Story


Volunteers walking the dirt roads in the colonias

Her leg is infected and required surgery before the  the prosthetic was fitted.

Every Picture May Tell a Story – But Not the Whole Story

We were asked to visit a young person who supposedly needed help with a serious foot problem. After searching for the address, we finally found the house. A middle-aged woman answered the door.

I explained why we were there and that someone had told us a young person in the home needed help with a foot. She shook her head and said we must have the wrong house—there was no young person there with a foot problem.

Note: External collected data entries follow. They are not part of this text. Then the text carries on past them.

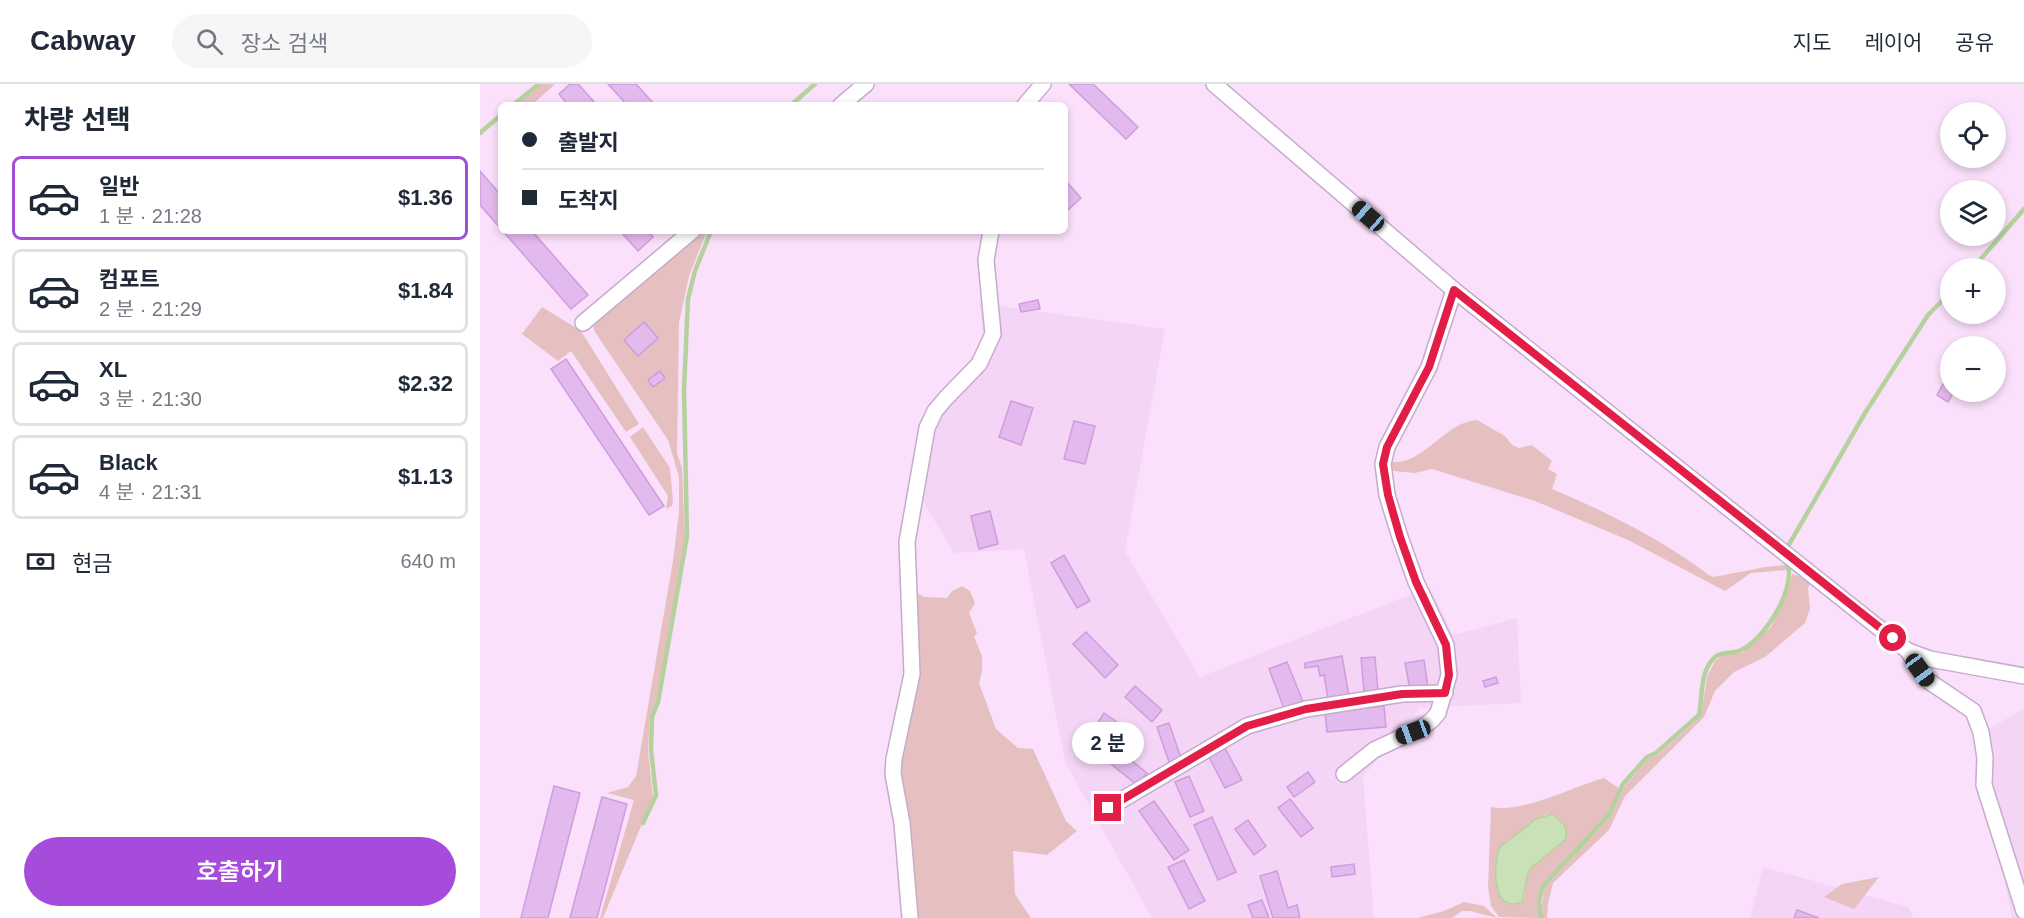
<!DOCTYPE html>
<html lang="ko">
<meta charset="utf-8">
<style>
:root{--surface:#fff;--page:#f6f6f7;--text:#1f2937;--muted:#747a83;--line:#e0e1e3;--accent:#a64cdc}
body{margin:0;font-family:Helvetica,"Noto Sans KR",sans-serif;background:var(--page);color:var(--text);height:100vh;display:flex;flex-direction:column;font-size:22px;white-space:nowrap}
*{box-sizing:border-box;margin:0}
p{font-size:20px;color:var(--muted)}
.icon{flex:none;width:33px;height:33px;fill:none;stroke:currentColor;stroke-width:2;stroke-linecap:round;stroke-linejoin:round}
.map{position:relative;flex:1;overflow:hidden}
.sheet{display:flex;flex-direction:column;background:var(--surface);width:480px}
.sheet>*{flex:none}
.banner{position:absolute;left:18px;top:18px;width:570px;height:132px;border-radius:9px;box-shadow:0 3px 9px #0003;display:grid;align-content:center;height:132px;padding:0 24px;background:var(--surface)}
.controls{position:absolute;left:1460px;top:18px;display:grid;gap:12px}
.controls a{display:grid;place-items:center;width:66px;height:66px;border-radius:50%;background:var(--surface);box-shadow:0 3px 9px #0003;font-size:30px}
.end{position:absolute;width:27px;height:27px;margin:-14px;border:8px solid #e11d48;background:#fff;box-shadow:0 0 0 3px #fff}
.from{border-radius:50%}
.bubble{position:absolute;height:42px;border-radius:21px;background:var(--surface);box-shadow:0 3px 9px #0003;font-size:20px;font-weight:600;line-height:42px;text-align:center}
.car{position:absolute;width:18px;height:36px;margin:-18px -9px;border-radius:8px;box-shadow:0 0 4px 2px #0007;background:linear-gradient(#222 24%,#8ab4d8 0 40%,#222 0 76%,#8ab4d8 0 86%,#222 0)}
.banner b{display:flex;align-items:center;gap:21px;height:57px;font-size:22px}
.banner b+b{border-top:2px solid var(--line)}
.banner i{width:15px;height:15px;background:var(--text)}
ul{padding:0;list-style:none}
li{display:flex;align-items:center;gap:18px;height:84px;margin:0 12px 9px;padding:0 12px;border:3px solid var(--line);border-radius:9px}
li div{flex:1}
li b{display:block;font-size:22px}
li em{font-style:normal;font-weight:600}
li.on{border-color:var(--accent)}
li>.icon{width:54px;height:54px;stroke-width:1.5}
h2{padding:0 24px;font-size:27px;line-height:72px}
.pay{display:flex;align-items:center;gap:15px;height:66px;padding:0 24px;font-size:22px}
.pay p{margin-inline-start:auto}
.action{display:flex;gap:12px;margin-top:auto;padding:12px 24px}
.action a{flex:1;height:69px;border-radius:36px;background:var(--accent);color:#fff;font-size:24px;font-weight:600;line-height:69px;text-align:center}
header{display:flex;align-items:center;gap:36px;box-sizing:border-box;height:84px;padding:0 30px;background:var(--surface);border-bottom:2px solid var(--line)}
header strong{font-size:28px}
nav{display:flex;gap:33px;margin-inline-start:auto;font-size:21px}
.search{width:420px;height:54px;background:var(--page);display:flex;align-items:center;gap:15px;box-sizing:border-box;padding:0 21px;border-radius:33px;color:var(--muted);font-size:22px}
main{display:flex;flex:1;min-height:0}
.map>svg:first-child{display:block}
</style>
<header>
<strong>Cabway</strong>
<div class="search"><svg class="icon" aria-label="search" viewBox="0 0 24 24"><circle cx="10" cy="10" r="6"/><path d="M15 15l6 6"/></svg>장소 검색</div>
<nav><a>지도</a><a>레이어</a><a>공유</a></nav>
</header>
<main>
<section class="sheet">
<h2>차량 선택</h2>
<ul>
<li class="on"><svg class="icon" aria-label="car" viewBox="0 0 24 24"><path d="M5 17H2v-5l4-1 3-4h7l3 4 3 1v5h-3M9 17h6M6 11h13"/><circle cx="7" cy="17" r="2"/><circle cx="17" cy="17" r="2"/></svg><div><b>일반</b><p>1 분 · 21:28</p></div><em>$1.36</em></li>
<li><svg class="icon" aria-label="car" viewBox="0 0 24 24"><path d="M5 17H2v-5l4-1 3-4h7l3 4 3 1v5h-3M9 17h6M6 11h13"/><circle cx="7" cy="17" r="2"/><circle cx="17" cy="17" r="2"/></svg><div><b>컴포트</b><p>2 분 · 21:29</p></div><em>$1.84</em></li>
<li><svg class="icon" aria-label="car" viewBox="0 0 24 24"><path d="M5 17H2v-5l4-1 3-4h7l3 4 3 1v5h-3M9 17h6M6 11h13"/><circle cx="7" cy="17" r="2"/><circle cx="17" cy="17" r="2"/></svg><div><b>XL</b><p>3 분 · 21:30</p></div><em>$2.32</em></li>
<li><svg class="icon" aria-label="car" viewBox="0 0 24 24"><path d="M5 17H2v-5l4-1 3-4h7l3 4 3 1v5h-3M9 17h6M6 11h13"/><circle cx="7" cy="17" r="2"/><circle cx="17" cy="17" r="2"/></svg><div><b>Black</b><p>4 분 · 21:31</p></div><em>$1.13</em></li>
</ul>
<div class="pay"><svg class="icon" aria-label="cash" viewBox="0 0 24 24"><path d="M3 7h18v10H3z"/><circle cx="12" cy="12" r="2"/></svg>현금<p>640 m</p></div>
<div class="action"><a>호출하기</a></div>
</section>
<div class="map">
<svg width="1544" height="834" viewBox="0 0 1544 834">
<rect width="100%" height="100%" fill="#fae0fa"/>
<g fill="#f5d5f6">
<polygon points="499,219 685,245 645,467 720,593 950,503 973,551 1037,534 1041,619 940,624 883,693 894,834 672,834 585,678 544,465 474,469 431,398 447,328 506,267"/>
<polygon points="1544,625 1544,834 1532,834 1497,651"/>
<polygon points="1283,783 1428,823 1434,834 1270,834"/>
</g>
<g fill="#e6c0c0" fill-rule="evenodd">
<polygon points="62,0 75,0 52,21 36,21"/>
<polygon points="221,147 227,147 209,192 199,239 197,370 202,383 205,454 176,618 170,633 168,668 173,713 123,834 120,834 154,716 127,709 148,703 156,692 193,477 199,428 199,393 188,356 115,248 113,241"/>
<polygon points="62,223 101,247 159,340 146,348 91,267 78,277 42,250"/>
<path d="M 997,336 L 1025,352 L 1032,361 L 1039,364 L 1052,361 L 1072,377 L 1068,385 L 1077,390 L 1072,405 C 1127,428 1181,455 1229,491 L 1234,493 L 1285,483 L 1305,481 L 1307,486 L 1271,489 L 1245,507 L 1148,456 L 1055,417 L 952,385 L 935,389 L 914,387 L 907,377 C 941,386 963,338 997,336 Z"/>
<polygon points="163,343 190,384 193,417 192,422 186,425 188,412 150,353"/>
<polygon points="1312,490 1332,495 1328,504 1330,525 1325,539 1285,573 1254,588 1235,607 1224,633 1145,712 1129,746 1073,799 1068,820 1067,834 1063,834 1062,818 1065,803 1131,732 1144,703 1169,674 1179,670 1217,636 1222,626 1227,593 1235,577 1244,570 1262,569 1291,543 1309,503"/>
<polygon points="482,502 490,507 495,519 489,529 497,549 494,553 502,572 502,587 499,599 516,645 538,664 553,665 586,737 597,747 567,771 533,767 535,810 551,834 435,834 418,696 432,507 445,513 467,514 472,507"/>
<path d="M 1124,694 L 1140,705 L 1128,730 L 1062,801 L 1058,817 L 1060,834 L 1019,833 L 1011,822 L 1008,803 L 1011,723 C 1045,729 1091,703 1124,694 ZM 1071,730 L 1060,775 L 1048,789 L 1044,815 L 1016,798 L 1018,768 L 1026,758 L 1064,731 Z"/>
<polygon points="1399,793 1374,825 1344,813 1362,800"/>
<polygon points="984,818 1004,822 1017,834 990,827 982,827 972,834 938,834 964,827"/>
</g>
<path fill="#cae1b7" stroke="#b5d29e" stroke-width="1.5" d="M 1072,730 C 1081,736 1090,745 1085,756 L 1052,783 L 1048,789 L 1042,818 C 1011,831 1013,780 1020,763 L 1056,735 Z"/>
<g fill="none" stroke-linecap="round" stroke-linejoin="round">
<g stroke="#b5d29e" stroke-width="4.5">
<polyline points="33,21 59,0"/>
<polyline points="311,21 335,0"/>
<polyline points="0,49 21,31"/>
<polyline points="1493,184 1544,125"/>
<polyline points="1307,464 1385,329 1448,231 1470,209"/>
<polyline points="163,739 176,711 171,666 172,633 178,618 207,452 204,306 208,215 215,187 231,147"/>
<path d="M 1061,834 L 1059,817 L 1063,802 L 1129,731 L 1143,700 L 1167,673 L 1176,669 L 1219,631 C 1223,612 1219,588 1235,573 C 1243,566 1252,571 1261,566 C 1284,555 1309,514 1309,489 C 1309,485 1307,480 1305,476"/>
</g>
</g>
<g fill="#e3baed" stroke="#d09bdf" stroke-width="1.5">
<polygon points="90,0 98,0 117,21 88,21 79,10"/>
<polygon points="128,0 156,0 175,21 147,21"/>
<polygon points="589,0 613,0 658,43 646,55"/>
<polygon points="0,87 21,111 21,145 0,121"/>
<polygon points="585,96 601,114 587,127 585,125"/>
<polygon points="23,147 52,147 108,211 91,225"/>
<polygon points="140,147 168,147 173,153 158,167"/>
<polygon points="558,216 560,225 541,228 539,220"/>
<polygon points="164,238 178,254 158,272 144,256"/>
<polygon points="86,275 184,422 169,431 71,285"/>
<polygon points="180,287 185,294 173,303 168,296"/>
<polygon points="1468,291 1470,308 1474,308 1468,318 1457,311"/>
<polygon points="531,317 553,324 541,361 519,353"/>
<polygon points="594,337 615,342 605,380 584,375"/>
<polygon points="510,427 518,460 499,465 491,432"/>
<polygon points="584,471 610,517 597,524 571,479"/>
<polygon points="606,548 638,581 625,594 593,560"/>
<polygon points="862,572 869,612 848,615 844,591 840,592 838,582 825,584 825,579"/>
<polygon points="895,573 898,607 884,608 881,574"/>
<polygon points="944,576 948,603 930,606 925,579"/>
<polygon points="807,578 824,620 805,627 789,585"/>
<polygon points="1016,593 1018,599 1005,603 1003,597"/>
<polygon points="655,602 682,626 672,638 645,613"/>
<polygon points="904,622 906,643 847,648 845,628"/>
<polygon points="624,629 651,648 644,659 617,640"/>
<polygon points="689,639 701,674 689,678 677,643"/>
<polygon points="636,664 667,689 657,701 626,676"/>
<polygon points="745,664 762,696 745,704 729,673"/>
<polygon points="828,688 835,698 814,713 807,703"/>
<polygon points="709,692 724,727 710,733 695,698"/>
<polygon points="74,702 100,709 68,834 41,834"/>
<polygon points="122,713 147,720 117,834 90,834"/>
<polygon points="810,715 833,744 821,753 798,724"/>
<polygon points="674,717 709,766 694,776 659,727"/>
<polygon points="732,733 756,788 738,796 714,741"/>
<polygon points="768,736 786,762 774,771 755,745"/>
<polygon points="704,776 725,817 709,825 688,783"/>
<polygon points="874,780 875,790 852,793 851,783"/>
<polygon points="797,787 808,824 817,821 820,834 793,834 780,792"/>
<polygon points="782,816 789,834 773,834 768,821"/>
<polygon points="1317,826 1339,834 1314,834"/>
</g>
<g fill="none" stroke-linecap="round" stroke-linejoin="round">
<g stroke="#c7abcc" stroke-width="18">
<g id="street">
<polyline points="734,0 974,206 1428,567 1450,575 1544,592"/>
<polyline points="361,21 386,0"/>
<polyline points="545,21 563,0"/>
<polyline points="103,239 212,147"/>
<polyline points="1428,567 1447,596 1493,627 1501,648 1505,674 1504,701 1544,827"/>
<polyline points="864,690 894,666 943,643 952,636 958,629 969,591 966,561 936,498 920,453 907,411 903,380 907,363 949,283 974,206"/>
<polyline points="628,724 767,642 826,625 922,610 965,609"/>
<polyline points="430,834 422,739 413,690 414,675 432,590 427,458 447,344 455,327 466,314 499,280 513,250 506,176 511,147"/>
</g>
</g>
<use href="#street" stroke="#fff" stroke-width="15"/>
</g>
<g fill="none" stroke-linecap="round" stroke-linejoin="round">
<polyline stroke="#e11d48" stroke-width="8" points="628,724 767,642 826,625 922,610 965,609 969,591 966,561 936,498 920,453 908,411 903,380 907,363 949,283 974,206 1413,554"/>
</g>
</svg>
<div class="controls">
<a><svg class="icon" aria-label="locate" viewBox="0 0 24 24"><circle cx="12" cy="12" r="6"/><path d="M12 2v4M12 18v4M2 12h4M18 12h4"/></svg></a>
<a><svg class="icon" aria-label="layers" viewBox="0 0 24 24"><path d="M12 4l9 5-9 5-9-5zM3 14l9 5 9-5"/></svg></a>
<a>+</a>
<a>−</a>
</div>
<i class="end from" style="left:1413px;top:554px"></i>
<i class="end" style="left:628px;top:724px"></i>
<div class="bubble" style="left:592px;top:638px;width:72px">2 분</div>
<i class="car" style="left:888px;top:132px;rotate:311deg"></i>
<i class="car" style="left:1440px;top:586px;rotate:144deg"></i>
<i class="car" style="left:933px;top:648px;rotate:250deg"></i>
<div class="banner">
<b><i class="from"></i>출발지</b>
<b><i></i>도착지</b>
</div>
</div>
</main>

But there was something in her eyes, and in the pause in her voice, that told me there was more to the story. Gently, I asked if she knew of anyone in the neighborhood who might have a foot problem. She hesitated, then quietly said, “They might have been talking about me.”

She explained that when she was a toddler, doctors removed her left foot. Her family was very poor, and her parents could not afford a prosthetic foot. So her father did what he could: he found a small plastic cup, pushed the stump of her leg into it so she could stand, pulled a sock over it, and tied a shoe tightly on top. That’s how she learned first to stand, and then to walk.

Each year, as she grew, her parents added another plastic cup on top of the old one. She rolled up her pant leg and showed us what she had been walking on: a stack of plastic cups, wrapped in a sock, crammed into a tennis shoe.

We asked her to remove the shoe and the cups. As I feared, the end of her leg was black and looked as if gangrene was beginning to set in.

We took her to a private hospital, where the doctor confirmed that the stump was turning gangrenous. We paid for the surgery she needed, a proper prosthetic, special shoes, and physical therapy.

We never know where we will be led—or whose hidden story we will be invited to share.